*** Provided material Section Begins ***

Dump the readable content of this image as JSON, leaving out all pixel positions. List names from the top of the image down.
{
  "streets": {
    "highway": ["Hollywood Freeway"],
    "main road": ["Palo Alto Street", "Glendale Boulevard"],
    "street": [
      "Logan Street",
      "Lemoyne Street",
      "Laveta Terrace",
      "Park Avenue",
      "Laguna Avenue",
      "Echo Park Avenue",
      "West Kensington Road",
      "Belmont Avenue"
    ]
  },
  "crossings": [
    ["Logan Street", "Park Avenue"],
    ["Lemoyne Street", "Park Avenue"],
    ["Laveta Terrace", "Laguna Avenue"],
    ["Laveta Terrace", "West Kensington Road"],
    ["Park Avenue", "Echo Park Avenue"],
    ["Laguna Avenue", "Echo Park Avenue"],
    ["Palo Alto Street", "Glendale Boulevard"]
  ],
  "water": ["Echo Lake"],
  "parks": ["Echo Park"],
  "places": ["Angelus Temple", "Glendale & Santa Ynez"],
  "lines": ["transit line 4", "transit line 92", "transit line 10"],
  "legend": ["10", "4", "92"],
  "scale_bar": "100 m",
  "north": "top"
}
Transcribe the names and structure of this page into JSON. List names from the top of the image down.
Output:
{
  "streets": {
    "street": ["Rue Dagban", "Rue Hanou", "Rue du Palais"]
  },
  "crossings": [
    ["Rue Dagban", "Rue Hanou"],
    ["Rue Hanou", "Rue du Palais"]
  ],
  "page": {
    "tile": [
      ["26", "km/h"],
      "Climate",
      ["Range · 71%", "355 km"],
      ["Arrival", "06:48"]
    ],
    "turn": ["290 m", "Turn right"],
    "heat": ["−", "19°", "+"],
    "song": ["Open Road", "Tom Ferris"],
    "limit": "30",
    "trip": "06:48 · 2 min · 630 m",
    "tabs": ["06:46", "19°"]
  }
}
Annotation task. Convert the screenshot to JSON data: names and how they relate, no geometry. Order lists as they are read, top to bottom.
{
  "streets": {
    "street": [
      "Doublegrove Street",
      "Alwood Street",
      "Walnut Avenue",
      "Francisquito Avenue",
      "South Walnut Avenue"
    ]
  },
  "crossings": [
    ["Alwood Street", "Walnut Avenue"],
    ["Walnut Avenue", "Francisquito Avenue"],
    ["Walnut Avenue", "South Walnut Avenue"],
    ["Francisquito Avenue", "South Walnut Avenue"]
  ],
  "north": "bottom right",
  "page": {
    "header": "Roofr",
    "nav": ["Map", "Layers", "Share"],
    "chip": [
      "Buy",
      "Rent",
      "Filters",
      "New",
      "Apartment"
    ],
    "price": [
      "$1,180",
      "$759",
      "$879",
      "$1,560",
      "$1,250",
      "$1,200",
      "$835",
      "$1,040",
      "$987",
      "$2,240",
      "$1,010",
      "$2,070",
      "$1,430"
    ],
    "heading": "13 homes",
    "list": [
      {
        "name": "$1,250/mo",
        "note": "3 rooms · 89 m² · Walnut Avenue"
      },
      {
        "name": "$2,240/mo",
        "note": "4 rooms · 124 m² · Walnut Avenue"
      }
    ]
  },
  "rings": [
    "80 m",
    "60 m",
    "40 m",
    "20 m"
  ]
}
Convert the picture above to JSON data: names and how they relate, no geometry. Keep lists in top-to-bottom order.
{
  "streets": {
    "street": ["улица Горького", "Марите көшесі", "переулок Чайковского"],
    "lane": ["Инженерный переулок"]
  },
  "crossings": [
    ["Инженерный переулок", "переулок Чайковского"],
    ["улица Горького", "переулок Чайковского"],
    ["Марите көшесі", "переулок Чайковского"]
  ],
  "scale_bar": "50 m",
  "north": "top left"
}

*** Provided material Section Ends ***

● **Exercise goal**
The answer must be every line from the entries above that holds the string "переулок".

● **Your response**
    "street": ["улица Горького", "Марите көшесі", "переулок Чайковского"],
    "lane": ["Инженерный переулок"]
    ["Инженерный переулок", "переулок Чайковского"],
    ["улица Горького", "переулок Чайковского"],
    ["Марите көшесі", "переулок Чайковского"]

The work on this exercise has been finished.